In a wide-ranging address Professor Carr, who is also the longest continuously serving Premier in NSW history, will outline the case for ‘cultural literacy’. He will discuss his favourite biographies, with special reference to many US Presidents, as well as former NSW Premier William Arthur Holman, and Australia’s 16th Prime Minister Ben Chifley.

Professor Carr will also contemplate the Western canon and its relation to what is studied at schools and universities. Finally, he will reflect on how we should approach figures (and statues) from our past and argue why he believes history is the most serious and urgent of the humanities.

Professor Carr is a former Australian Labor Party politician. He served as NSW Minister for Planning and Environment from 1984 to 1988, and as Leader of the NSW Opposition from 1988, until his election as Premier in March 1995. He was re-elected in 1999 and 2003, securing an historic third four-year term. He retired from state politics in 2005.

In March 2012 he was designated by Prime Minister Julia Gillard as Australia’s Foreign Minister, elected to the Australian Senate to fill a casual Senate vacancy, and sworn into the Senate and Cabinet on March 13, 2012.

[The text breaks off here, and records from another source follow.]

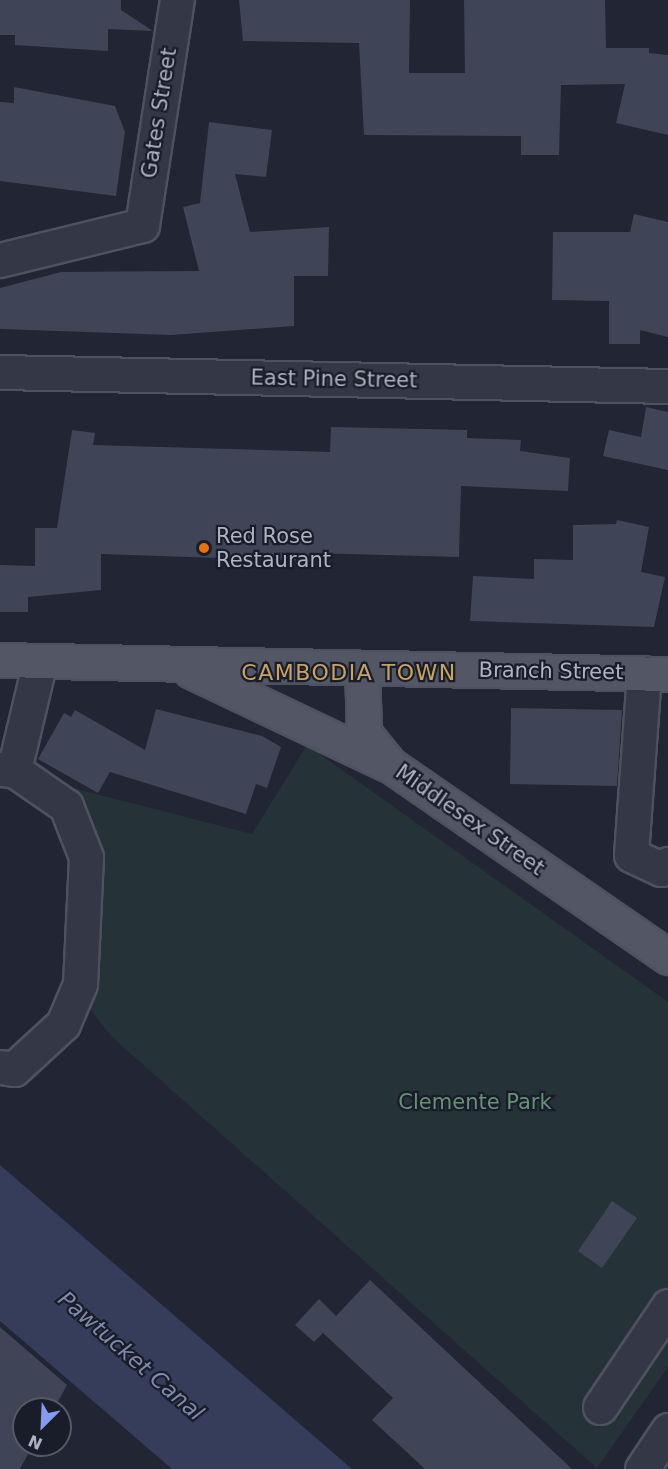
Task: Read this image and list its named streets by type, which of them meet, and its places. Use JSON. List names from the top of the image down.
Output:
{
  "streets": {
    "main road": ["Branch Street", "Middlesex Street"],
    "street": ["Gates Street", "East Pine Street"]
  },
  "crossings": [
    ["Branch Street", "Middlesex Street"]
  ],
  "districts": ["CAMBODIA TOWN"],
  "water": ["Pawtucket Canal"],
  "parks": ["Clemente Park"],
  "places": ["Red Rose Restaurant"],
  "north": "bottom left"
}
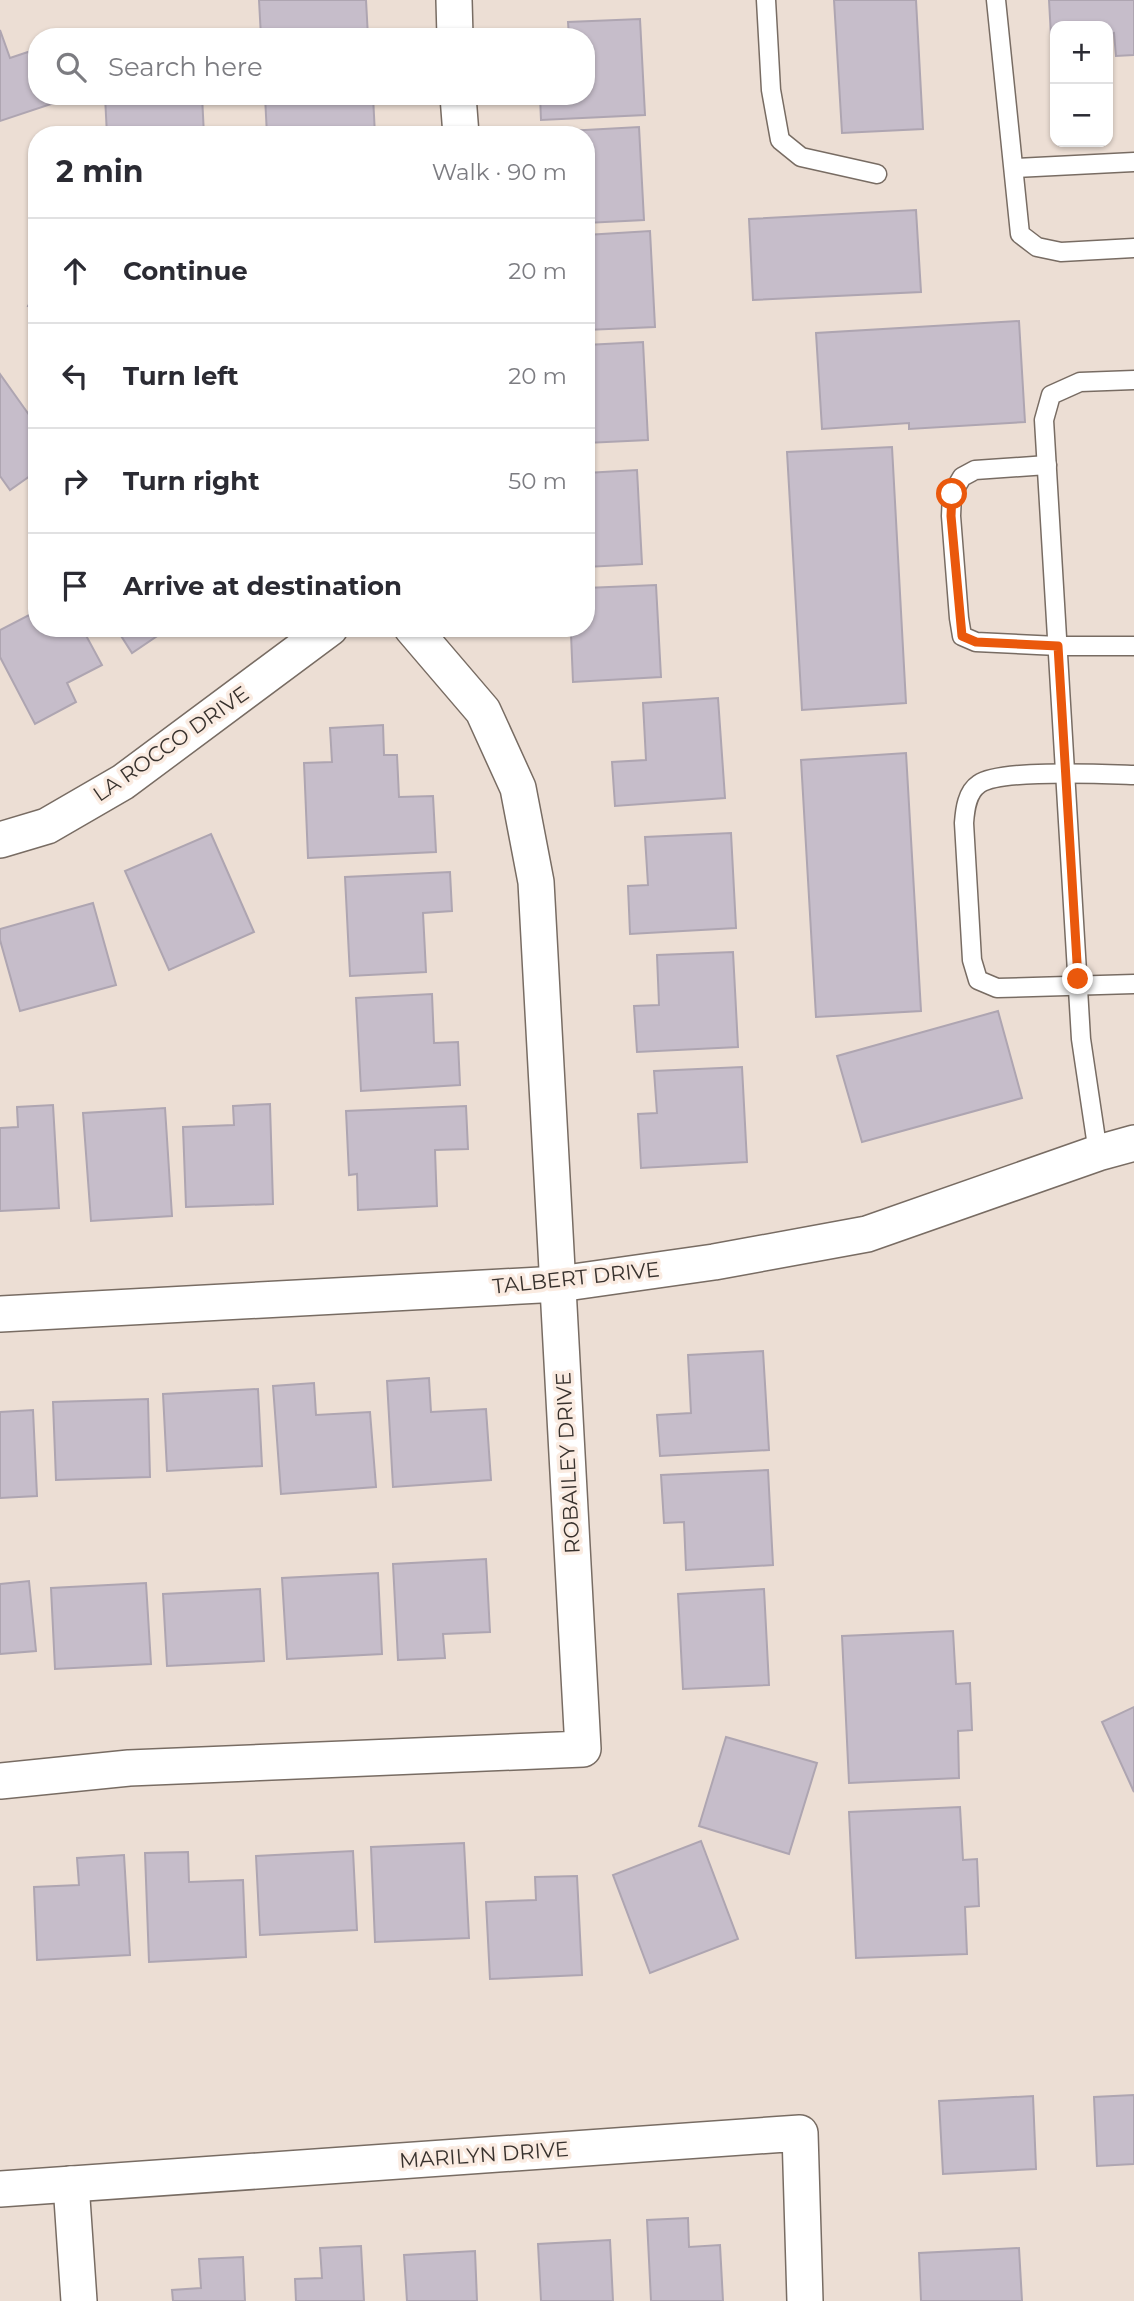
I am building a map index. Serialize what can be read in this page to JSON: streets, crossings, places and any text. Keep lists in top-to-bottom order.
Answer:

Following his resignation from the Senate in 2013, in 2014 he was appointed the Director of the newly established Australia China Relations Institute at The University of Technology Sydney, the first think tank devoted to Australia-China relations, serving there for five years.  Between 2019 and 2022 he served as Professor of Industry in Climate and Business at the University of Technology Sydney helping shape debate on climate and energy. 

Professor Carr has received the Fulbright Distinguished Fellow Award Scholarship. He has served as Honorary Scholar of the Australian American Leadership Dialogue. He is the author of Thoughtlines (2002), What Australia Means to Me (2003), My Reading Life (2008), Diary of a Foreign Minister (2014) and Run for Your Life (2018).